Stored items
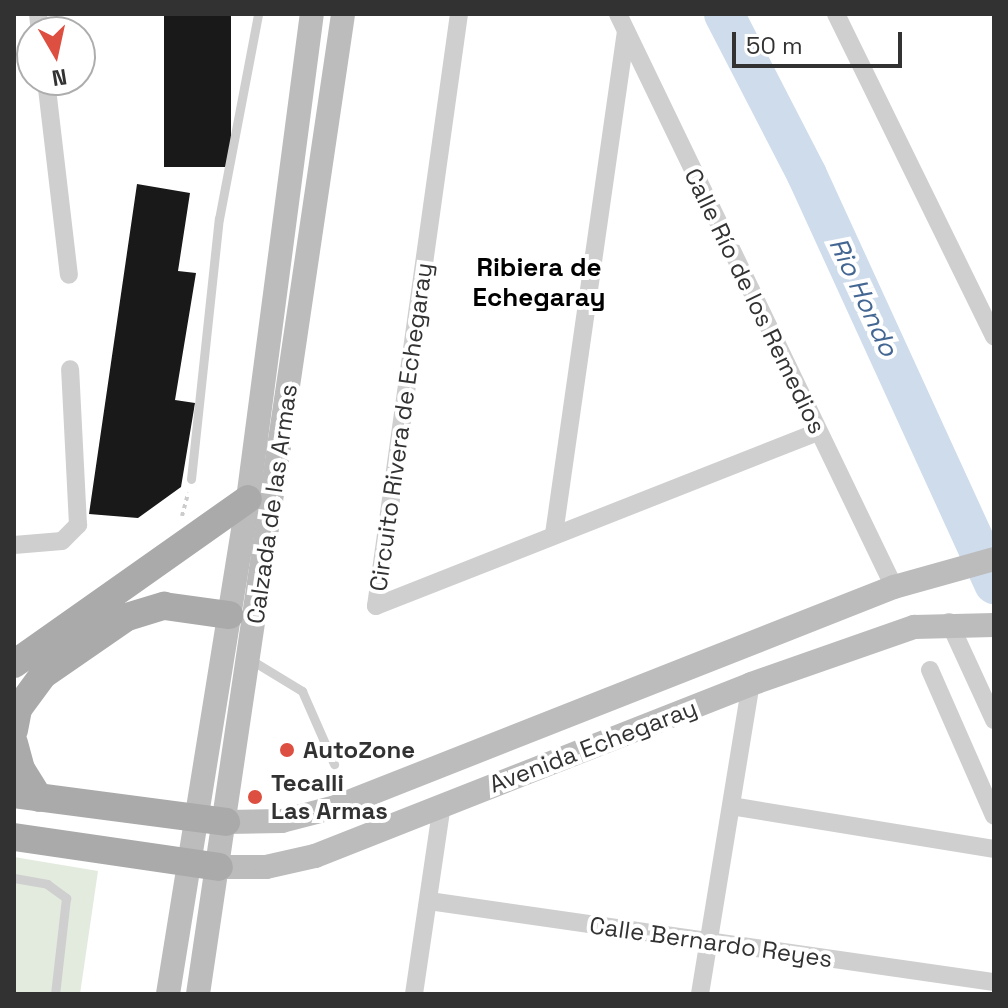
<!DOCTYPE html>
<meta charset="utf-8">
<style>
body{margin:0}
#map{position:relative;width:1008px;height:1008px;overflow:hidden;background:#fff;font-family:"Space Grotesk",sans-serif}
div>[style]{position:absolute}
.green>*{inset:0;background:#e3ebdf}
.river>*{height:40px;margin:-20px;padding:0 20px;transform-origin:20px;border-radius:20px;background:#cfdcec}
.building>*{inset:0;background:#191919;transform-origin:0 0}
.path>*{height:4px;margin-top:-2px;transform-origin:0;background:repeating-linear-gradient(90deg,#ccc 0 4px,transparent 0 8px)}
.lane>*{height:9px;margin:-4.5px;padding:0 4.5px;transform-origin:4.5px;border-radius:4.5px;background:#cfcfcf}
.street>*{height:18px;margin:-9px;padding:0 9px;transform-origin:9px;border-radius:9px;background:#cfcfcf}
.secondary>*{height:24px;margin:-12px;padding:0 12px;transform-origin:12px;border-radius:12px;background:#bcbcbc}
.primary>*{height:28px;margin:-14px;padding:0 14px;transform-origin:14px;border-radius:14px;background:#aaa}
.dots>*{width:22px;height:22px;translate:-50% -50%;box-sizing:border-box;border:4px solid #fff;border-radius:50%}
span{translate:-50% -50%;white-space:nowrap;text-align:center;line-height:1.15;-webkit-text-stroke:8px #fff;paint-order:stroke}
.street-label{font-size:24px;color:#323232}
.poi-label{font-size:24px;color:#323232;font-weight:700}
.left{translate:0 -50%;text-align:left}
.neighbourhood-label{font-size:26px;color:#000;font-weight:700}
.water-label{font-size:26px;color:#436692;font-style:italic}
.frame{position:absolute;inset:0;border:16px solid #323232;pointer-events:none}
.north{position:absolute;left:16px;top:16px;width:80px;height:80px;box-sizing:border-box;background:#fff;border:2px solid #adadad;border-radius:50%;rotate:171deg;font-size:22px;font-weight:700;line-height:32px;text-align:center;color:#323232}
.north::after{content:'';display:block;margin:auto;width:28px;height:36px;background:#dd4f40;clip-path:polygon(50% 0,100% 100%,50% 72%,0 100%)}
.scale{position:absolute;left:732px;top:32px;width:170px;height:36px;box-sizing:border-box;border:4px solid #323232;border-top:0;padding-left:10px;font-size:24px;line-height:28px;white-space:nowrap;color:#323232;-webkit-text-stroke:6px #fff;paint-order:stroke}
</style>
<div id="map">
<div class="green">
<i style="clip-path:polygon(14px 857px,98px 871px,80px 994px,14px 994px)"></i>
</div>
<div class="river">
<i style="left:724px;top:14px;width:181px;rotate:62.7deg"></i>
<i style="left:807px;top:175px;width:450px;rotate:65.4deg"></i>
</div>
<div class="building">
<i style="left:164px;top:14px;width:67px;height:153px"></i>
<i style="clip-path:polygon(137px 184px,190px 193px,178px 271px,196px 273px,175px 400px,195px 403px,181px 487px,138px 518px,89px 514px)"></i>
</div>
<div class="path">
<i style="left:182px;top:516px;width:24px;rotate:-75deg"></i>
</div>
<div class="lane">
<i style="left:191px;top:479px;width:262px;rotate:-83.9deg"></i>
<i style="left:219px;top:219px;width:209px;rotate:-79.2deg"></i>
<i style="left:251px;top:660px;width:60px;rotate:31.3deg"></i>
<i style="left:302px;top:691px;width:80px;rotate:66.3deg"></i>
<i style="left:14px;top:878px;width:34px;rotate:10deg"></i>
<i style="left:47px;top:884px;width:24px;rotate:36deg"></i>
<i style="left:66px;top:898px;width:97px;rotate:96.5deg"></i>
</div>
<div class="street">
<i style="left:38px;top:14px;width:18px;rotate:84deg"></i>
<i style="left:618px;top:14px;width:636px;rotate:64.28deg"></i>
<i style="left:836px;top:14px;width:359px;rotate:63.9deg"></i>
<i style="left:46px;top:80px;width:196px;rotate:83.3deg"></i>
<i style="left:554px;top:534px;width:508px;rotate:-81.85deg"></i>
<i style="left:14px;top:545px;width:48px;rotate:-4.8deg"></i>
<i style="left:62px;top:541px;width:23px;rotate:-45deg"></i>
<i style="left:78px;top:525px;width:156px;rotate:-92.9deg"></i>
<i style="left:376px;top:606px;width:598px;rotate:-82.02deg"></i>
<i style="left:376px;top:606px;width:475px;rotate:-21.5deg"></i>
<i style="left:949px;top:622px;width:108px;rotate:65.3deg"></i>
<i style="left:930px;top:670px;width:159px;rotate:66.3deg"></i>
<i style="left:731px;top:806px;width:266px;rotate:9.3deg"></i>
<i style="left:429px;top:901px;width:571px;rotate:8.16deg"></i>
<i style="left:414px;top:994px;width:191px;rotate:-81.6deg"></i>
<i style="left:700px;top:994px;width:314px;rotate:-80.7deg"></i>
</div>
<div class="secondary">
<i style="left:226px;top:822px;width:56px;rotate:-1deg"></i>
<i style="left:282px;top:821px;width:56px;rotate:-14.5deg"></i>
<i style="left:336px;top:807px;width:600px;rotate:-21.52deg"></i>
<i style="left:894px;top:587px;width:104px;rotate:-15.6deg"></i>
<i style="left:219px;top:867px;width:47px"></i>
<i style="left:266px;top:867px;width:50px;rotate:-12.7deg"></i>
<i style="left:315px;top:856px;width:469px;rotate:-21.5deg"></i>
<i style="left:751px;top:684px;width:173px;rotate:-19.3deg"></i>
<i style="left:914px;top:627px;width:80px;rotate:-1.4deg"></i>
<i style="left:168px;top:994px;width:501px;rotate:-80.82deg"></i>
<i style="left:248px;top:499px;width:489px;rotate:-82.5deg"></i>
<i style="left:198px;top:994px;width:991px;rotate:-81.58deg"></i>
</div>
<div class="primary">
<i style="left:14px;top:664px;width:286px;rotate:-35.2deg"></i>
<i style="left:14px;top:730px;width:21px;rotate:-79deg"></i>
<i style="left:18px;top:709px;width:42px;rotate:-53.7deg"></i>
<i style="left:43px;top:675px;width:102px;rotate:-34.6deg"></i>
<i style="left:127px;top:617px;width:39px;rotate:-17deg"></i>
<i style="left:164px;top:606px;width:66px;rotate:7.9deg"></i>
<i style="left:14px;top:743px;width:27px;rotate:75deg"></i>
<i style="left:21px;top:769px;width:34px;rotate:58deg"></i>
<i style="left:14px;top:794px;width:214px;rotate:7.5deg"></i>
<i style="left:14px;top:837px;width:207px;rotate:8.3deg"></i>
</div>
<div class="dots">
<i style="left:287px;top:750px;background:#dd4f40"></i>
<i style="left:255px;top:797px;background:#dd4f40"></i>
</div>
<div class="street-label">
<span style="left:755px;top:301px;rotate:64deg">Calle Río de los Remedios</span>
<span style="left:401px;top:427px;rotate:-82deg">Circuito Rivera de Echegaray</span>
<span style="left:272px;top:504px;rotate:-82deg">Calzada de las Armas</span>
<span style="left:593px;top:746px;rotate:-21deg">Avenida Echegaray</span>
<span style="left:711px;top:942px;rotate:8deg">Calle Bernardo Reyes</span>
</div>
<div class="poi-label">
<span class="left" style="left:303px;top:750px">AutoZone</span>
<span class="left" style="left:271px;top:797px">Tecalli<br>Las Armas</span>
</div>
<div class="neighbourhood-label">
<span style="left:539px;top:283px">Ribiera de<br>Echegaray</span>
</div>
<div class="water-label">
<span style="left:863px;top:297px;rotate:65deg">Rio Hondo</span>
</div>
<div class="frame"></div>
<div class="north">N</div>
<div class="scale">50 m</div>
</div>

--

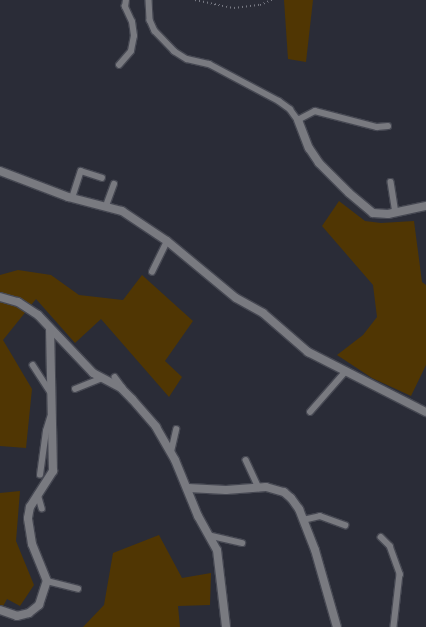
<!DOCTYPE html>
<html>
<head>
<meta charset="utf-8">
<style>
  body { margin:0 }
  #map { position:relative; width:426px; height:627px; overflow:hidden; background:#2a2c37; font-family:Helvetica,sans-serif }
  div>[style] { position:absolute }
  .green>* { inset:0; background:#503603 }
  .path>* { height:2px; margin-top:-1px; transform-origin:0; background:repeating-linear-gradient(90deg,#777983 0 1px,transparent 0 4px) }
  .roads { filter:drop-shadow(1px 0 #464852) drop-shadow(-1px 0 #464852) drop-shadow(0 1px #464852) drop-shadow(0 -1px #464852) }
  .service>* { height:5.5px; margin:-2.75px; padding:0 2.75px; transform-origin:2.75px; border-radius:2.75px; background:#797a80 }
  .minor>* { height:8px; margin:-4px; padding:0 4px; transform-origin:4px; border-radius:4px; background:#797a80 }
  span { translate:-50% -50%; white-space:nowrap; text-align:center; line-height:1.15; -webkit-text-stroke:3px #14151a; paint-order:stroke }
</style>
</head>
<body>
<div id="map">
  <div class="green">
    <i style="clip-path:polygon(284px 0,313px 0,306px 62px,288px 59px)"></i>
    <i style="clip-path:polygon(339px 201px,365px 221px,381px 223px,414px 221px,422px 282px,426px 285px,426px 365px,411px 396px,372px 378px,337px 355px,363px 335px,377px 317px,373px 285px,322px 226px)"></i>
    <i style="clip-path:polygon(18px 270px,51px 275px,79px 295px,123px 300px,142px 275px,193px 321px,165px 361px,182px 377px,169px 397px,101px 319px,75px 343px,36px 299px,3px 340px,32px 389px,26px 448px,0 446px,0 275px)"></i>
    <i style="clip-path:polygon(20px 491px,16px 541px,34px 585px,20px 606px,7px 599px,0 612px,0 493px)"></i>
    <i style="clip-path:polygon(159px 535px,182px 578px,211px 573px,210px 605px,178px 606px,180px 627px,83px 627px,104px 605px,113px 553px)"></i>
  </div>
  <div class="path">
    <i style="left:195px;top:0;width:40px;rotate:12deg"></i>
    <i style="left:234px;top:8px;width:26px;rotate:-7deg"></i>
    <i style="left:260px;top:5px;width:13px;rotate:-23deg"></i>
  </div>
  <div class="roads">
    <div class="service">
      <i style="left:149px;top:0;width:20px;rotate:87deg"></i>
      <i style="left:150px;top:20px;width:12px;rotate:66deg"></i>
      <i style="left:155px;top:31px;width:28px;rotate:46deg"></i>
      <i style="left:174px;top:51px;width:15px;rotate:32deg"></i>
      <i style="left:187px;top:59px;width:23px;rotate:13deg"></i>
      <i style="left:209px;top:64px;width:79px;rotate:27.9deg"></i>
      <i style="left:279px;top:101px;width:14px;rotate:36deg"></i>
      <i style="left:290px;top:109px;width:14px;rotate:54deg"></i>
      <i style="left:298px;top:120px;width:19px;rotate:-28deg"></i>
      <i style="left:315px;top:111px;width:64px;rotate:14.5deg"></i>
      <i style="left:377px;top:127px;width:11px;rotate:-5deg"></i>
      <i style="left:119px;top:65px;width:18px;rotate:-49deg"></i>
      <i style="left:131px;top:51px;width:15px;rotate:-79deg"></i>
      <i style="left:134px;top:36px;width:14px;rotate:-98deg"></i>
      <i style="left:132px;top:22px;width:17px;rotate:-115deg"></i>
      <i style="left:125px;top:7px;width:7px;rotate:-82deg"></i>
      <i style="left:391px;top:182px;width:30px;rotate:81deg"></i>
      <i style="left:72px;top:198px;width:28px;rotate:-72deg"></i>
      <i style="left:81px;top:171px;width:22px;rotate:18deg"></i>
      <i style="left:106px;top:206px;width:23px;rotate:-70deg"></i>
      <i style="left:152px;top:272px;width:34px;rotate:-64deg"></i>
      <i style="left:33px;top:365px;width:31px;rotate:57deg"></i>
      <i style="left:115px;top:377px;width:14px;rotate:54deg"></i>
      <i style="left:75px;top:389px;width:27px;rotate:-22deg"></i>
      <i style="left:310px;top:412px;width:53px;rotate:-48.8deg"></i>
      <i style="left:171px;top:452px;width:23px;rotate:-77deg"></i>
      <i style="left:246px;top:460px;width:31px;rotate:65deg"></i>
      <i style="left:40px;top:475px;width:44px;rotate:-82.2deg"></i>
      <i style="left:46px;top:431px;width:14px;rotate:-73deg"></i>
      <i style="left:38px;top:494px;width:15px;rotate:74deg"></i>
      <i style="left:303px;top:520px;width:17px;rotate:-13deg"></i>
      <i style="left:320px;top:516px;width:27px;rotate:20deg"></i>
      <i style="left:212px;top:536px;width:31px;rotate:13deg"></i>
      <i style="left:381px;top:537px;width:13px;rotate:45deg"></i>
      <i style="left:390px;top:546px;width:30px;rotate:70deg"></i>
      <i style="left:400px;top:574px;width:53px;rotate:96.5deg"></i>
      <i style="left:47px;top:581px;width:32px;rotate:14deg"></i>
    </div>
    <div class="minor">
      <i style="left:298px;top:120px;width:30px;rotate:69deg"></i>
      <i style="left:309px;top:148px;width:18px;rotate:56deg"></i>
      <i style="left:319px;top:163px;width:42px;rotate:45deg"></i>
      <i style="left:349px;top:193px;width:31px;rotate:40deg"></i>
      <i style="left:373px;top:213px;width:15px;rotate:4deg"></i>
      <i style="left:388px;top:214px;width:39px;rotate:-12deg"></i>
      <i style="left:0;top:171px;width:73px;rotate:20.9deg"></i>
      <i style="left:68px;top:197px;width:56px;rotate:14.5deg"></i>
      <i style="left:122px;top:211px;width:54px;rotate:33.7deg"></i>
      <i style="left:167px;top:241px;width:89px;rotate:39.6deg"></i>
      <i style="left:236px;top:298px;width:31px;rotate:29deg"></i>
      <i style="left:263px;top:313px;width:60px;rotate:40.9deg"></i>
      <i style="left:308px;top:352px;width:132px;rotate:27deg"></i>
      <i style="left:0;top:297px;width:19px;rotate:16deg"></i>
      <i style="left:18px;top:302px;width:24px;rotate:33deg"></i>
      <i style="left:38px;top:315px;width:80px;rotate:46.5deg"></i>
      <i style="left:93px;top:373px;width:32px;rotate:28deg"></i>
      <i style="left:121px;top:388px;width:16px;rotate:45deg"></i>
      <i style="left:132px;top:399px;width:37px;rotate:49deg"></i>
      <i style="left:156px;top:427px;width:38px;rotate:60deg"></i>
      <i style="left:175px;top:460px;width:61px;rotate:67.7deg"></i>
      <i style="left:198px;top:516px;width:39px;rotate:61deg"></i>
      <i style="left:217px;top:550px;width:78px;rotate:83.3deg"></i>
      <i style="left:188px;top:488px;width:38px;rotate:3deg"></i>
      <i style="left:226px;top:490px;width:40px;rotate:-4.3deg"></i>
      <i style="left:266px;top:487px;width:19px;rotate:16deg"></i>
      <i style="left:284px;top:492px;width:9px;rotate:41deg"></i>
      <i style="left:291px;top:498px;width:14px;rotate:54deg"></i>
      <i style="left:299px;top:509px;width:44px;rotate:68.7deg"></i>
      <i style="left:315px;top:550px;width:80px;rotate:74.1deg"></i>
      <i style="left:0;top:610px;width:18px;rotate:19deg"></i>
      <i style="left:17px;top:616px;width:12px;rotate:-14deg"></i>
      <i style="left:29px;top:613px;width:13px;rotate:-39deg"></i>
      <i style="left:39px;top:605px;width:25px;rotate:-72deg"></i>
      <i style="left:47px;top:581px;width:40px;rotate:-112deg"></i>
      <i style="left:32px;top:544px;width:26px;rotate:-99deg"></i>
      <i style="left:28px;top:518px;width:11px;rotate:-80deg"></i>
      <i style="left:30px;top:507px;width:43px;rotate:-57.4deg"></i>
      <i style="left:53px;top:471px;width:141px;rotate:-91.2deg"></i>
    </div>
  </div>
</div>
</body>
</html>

◆ **WHAT TO DO**: The required answer is a single number: how many lines above hold the string "html".

◆ **TASK SOLUTION**: 4